> [Directions]:
Identify and pull out each line of the entries in which "overflow" occurs.

[Stored items]
'''
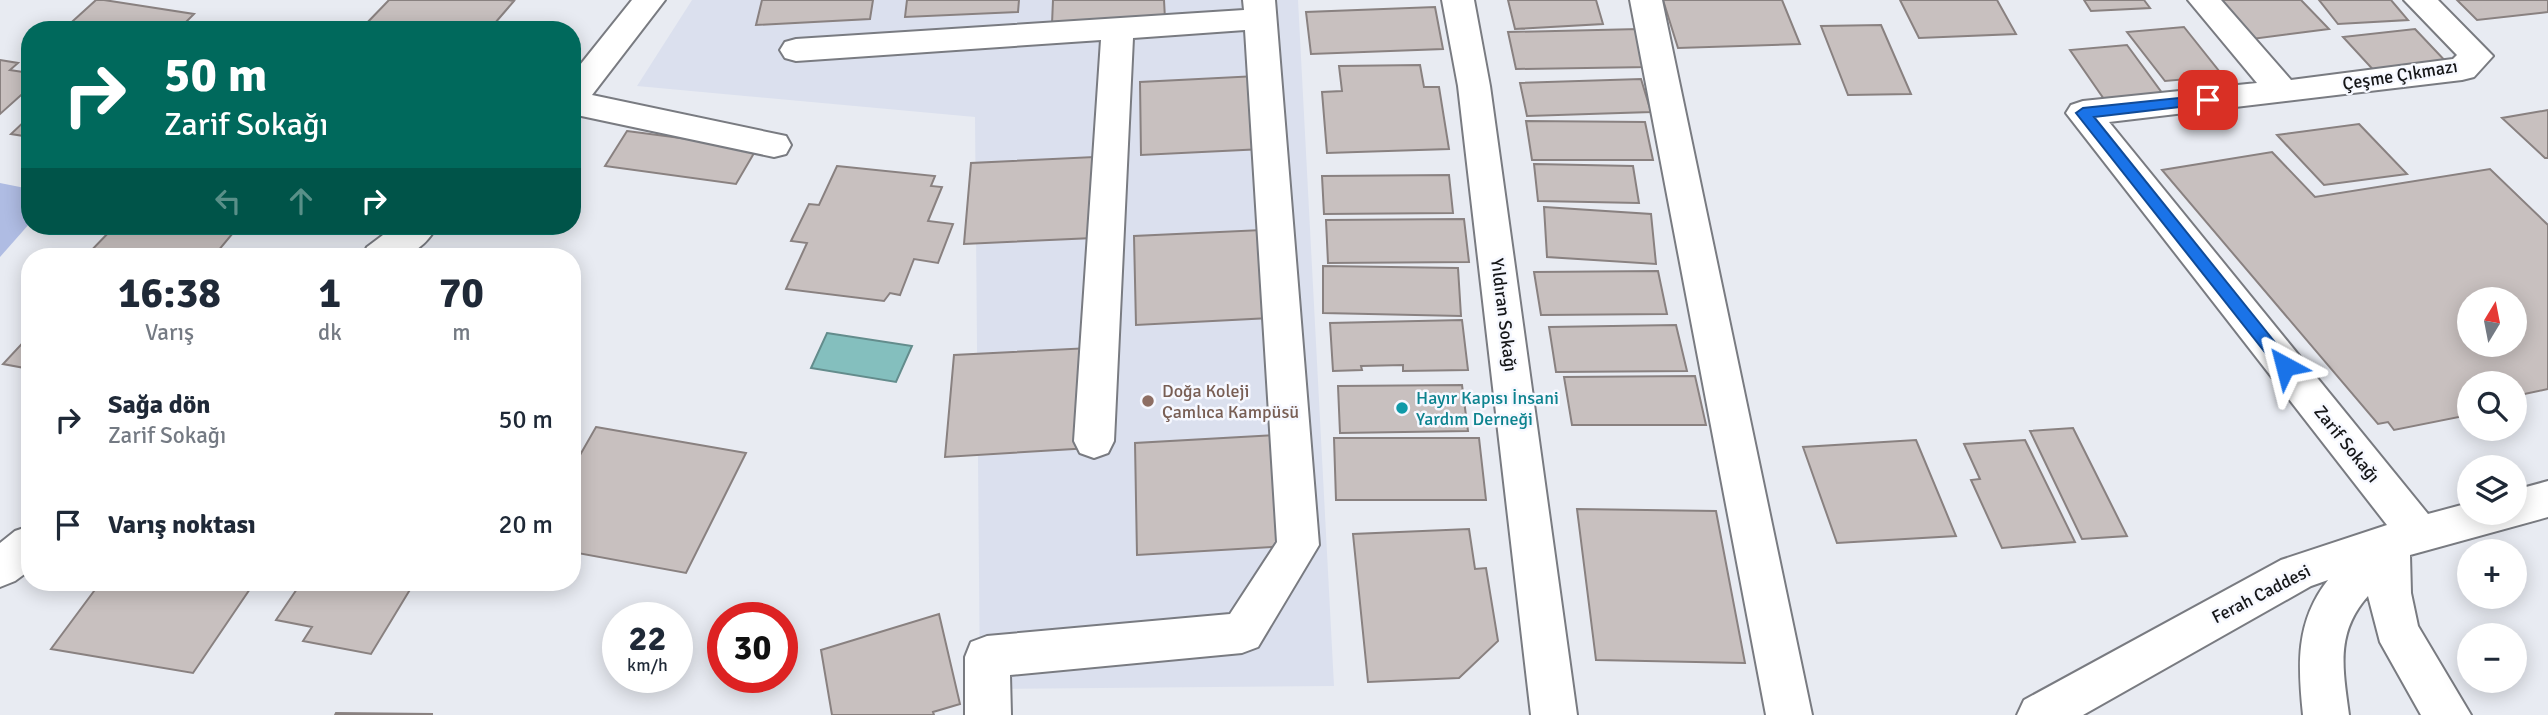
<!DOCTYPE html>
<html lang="tr">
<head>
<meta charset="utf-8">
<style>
  body { margin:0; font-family:Signika,sans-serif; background:#f6f6f7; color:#1f2937; height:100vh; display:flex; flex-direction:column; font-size:26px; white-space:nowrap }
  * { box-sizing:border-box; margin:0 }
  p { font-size:23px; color:#747a83 }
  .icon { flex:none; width:38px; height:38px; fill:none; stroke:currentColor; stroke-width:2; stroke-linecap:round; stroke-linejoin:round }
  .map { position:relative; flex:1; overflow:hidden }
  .side { position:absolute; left:21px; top:248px; width:560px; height:343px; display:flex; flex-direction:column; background:#fff; border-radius:28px; box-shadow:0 4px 18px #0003 }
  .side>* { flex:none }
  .banner { position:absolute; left:21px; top:21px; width:560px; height:214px; border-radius:28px; box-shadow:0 4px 18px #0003; background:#00695c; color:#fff; overflow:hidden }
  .needle { width:46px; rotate:10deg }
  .controls { position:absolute; left:2457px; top:287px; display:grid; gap:14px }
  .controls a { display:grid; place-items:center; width:70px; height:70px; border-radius:50%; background:#fff; box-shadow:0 4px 18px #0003; font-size:35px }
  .speed { position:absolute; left:602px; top:602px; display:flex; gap:14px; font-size:35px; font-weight:700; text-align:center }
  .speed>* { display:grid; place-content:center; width:91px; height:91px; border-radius:50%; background:#fff; box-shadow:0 4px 18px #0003; line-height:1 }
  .speed small { font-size:18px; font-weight:400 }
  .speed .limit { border:10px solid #d22; background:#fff; color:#111 }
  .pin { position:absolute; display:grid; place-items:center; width:60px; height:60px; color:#fff; margin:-30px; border-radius:14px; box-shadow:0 4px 10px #0006 }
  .me { position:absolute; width:77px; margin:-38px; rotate:322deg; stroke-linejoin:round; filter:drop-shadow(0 0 5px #0008) }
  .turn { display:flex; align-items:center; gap:24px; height:147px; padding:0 28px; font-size:32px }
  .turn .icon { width:91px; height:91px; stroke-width:2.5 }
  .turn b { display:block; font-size:49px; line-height:60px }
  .lanes { display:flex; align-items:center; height:66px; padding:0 28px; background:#0003; justify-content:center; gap:35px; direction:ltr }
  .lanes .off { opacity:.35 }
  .eta { display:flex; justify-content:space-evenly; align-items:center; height:119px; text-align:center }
  .eta b { font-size:42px; font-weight:700; line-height:49px }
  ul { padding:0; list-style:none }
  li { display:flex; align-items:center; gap:21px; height:105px; padding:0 28px }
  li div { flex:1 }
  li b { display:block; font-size:26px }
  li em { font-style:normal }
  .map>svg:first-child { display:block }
  .built { fill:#dbe0ee }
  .green { fill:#afbce3 }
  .water { fill:#84bfbe; stroke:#638c8c; stroke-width:2 }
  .building { fill:#c8c0bf; stroke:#898180; stroke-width:2; fill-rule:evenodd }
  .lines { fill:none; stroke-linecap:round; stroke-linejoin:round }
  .minor-casing { stroke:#797b81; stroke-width:4 }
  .minor { fill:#fff; fill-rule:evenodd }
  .route { fill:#1a73e8; stroke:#114b97; stroke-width:2 }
  .education-dot { fill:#8d6e63; stroke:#f6f8ff; stroke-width:2.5 }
  .culture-dot { fill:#0f9aa8; stroke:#f6f8ff; stroke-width:2.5 }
  .labels { text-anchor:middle; stroke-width:5; stroke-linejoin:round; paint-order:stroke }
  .street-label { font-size:18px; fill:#151618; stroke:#f6f8ff }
  .education-label { font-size:18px; fill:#785e54; stroke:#f6f8ff; text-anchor:start }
  .culture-label { font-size:18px; fill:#0d838f; stroke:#f6f8ff; text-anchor:start }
</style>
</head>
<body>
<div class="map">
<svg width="2548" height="715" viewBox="0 0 2548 715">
  <rect width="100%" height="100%" fill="#e8ebf2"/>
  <path class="built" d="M 692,0 L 1298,0 L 1334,686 L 980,689 L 975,117 L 637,86 Z"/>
  <path class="green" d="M 0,183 L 30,189 L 30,223 L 0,257 Z"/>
  <path class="water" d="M 827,333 L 912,346 L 896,382 L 811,368 Z"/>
  <path class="building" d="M 96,0 L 104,0 L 194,14 L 178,30 L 63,30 Z
    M 389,0 L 508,0 L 514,1 L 489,30 L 383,30 L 364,26 Z
    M 762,0 L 873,0 L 870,19 L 756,25 Z
    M 907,0 L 1019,0 L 1018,12 L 905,17 Z
    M 1053,0 L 1164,0 L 1165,19 L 1052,24 Z
    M 1508,0 L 1596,0 L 1603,24 L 1515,29 Z
    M 1663,0 L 1782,0 L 1800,44 L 1678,48 Z
    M 1900,0 L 1997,0 L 2016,34 L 1919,38 Z
    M 2084,0 L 2144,0 L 2150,8 L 2091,11 Z
    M 2217,0 L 2301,0 L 2329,29 L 2252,39 Z
    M 2319,0 L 2391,0 L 2408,20 L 2338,24 Z
    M 2457,0 L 2548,0 L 2548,12 L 2477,20 Z
    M 1435,7 L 1443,49 L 1311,54 L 1306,12 Z
    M 1881,25 L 1911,94 L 1848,95 L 1821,26 Z
    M 2184,27 L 2223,76 L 2165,81 L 2127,32 Z
    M 1639,29 L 1649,67 L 1516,69 L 1508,32 Z
    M 2415,29 L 2451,67 L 2378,75 L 2343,37 Z
    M 2127,45 L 2165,97 L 2106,102 L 2070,50 Z
    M 0,60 L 18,63 L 10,70 L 30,73 L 30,87 L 0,114 Z
    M 1420,65 L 1424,87 L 1439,87 L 1449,149 L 1327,153 L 1322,92 L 1342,91 L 1339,66 Z
    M 1257,76 L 1263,149 L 1141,155 L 1140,82 Z
    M 1641,79 L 1651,112 L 1527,116 L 1520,83 Z
    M 2548,110 L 2548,158 L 2545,158 L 2502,118 Z
    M 30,116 L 30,137 L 11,134 Z
    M 1526,121 L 1645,122 L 1653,160 L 1532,160 Z
    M 2359,124 L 2407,174 L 2324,185 L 2277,135 Z
    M 627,131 L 757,148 L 736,184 L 605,166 Z
    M 2272,152 L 2315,197 L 2490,169 L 2548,225 L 2548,389 L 2515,396 L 2515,383 L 2469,383 L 2469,415 L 2394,430 L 2388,422 L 2378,424 L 2162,170 ZM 2469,299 L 2515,299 L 2515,345 L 2469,345 Z
    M 1094,157 L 1093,238 L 964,244 L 971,163 Z
    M 1534,164 L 1633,166 L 1639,203 L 1538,201 Z
    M 837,166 L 935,176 L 931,186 L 942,187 L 928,221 L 953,224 L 938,263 L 914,259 L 900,295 L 890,293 L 884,301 L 786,289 L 807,243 L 791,241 L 809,204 L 819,205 Z
    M 1449,175 L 1453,213 L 1324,214 L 1322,176 Z
    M 1544,207 L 1651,214 L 1656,264 L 1547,257 Z
    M 1464,219 L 1469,262 L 1328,263 L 1326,220 Z
    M 121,226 L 188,226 L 233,233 L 213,257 L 85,257 L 113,228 Z
    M 1262,230 L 1270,318 L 1136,325 L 1134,236 Z
    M 1323,266 L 1458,268 L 1461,316 L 1323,313 Z
    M 1658,271 L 1667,314 L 1541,315 L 1534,272 Z
    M 1462,320 L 1468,370 L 1403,371 L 1403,365 L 1361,366 L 1362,370 L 1333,371 L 1330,323 Z
    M 1676,325 L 1687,371 L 1556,372 L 1549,327 Z
    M 30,335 L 30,369 L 3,364 Z
    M 1090,348 L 1090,448 L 945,457 L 954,355 Z
    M 1695,376 L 1706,425 L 1572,425 L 1564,377 Z
    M 1462,385 L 1468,431 L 1340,433 L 1338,386 Z
    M 596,427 L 746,453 L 686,573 L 572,552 L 572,469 Z
    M 2073,428 L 2127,536 L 2082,539 L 2030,431 Z
    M 1278,435 L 1288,546 L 1137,555 L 1135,443 Z
    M 1334,438 L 1479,438 L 1486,500 L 1336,500 Z
    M 1916,440 L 1956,536 L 1837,543 L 1803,447 Z
    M 2025,440 L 2075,542 L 2002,548 L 1971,480 L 1980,479 L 1964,444 Z
    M 1577,509 L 1716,511 L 1745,663 L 1596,660 Z
    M 1469,529 L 1475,569 L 1486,568 L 1498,641 L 1459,678 L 1368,682 L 1353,534 Z
    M 100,583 L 113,585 L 115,583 L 254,583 L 193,673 L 51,649 Z
    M 301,583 L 414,583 L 371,654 L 303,641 L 312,627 L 276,620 Z
    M 939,614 L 960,704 L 933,712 L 934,715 L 832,715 L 821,650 Z
    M 336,713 L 433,714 L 335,715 Z"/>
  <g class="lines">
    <defs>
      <path id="minor" d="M 632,0 L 665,0 L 592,95 L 786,136 L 791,145 L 786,154 L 774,157 L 572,114 L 572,75 Z
        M 1243,0 L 1275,0 L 1319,545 L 1258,647 L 1242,653 L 1010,675 L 1011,715 L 965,715 L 965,657 L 971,642 L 987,636 L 1230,614 L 1277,542 L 1245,30 L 1133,38 L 1114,441 L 1108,453 L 1094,458 L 1080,453 L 1074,441 L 1101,40 L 796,61 L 785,58 L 780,50 L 785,42 L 796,39 L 1244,10 Z
        M 1442,0 L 1474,0 L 1490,86 L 1577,715 L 1531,715 L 1458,86 Z
        M 1630,0 L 1662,0 L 1812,715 L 1766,715 Z
        M 2188,0 L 2221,0 L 2291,80 L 2453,59 L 2457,55 L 2404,0 L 2438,0 L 2493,56 L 2474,77 L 2462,80 L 2109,122 L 2428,514 L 2469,503 L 2469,513 L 2515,513 L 2515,490 L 2548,481 L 2548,517 L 2410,555 L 2411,593 L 2418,626 L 2471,715 L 2421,715 L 2380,642 L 2368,596 C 2335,633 2343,669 2349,715 L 2303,715 C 2298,666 2295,622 2328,580 L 2311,586 L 2083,715 L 2017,715 L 2024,700 L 2281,560 L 2387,525 L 2066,113 L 2071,105 L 2083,101 L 2257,83 Z
        M 395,226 L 437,226 C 418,260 396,257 362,257 L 367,247 Z
        M 30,526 L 30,570 L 15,581 L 0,587 L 0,543 L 15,531 Z"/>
    </defs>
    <use href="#minor" class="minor-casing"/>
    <use href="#minor" class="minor"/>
  </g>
  <path class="route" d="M 2208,95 L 2213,97 L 2213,103 L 2094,117 L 2290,361 L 2290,370 L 2279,370 L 2076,113 L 2083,108 Z"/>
  <circle class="education-dot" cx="1148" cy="401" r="7"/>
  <circle class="culture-dot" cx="1402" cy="408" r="7"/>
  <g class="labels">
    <g class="street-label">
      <text transform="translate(2400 75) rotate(-9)" y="6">Çeşme Çıkmazı</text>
      <text transform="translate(1504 315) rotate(83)" y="6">Yıldıran Sokağı</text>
      <text transform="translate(2347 444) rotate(51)" y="6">Zarif Sokağı</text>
      <text transform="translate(2261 594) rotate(-27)" y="6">Ferah Caddesi</text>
    </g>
    <g class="education-label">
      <text x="1162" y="397">Doğa Koleji<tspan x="1162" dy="21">Çamlıca Kampüsü</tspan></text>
    </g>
    <g class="culture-label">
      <text x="1416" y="404">Hayır Kapısı İnsani<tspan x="1416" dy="21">Yardım Derneği</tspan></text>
    </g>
  </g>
</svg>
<div class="controls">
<a><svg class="needle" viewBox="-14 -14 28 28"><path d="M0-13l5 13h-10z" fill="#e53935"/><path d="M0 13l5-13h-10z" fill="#747a83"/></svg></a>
<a><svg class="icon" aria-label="search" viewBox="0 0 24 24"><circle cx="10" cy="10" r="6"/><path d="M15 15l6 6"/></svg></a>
<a><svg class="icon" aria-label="layers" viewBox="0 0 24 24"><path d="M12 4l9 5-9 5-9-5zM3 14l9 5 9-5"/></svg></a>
<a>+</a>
<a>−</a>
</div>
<div class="speed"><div>22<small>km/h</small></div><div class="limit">30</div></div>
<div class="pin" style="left:2208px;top:100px;background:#d93025"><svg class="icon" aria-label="arrive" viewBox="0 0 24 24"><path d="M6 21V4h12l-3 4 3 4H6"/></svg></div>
<svg class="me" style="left:2285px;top:366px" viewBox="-20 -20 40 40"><path d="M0-17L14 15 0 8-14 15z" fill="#1a73e8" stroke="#fff" stroke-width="4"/></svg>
<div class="banner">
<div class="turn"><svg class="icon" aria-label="right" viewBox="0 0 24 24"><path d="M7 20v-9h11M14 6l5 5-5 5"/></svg><div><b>50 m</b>Zarif Sokağı</div></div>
<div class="lanes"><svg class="icon off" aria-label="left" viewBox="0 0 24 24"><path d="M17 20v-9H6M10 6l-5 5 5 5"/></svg><svg class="icon off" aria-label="ahead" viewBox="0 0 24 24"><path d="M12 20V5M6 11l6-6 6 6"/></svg><svg class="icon" aria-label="right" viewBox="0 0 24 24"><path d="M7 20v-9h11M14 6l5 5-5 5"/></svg></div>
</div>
<section class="side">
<div class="eta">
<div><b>16:38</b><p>Varış</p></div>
<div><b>1</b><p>dk</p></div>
<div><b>70</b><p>m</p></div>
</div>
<ul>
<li><svg class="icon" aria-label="right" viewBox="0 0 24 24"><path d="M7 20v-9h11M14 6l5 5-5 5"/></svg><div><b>Sağa dön</b><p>Zarif Sokağı</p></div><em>50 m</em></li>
<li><svg class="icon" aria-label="arrive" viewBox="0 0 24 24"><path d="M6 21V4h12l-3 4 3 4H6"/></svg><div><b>Varış noktası</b></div><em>20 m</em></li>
</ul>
</section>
</div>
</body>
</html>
'''
> [Response box]:
  .map { position:relative; flex:1; overflow:hidden }
  .banner { position:absolute; left:21px; top:21px; width:560px; height:214px; border-radius:28px; box-shadow:0 4px 18px #0003; background:#00695c; color:#fff; overflow:hidden }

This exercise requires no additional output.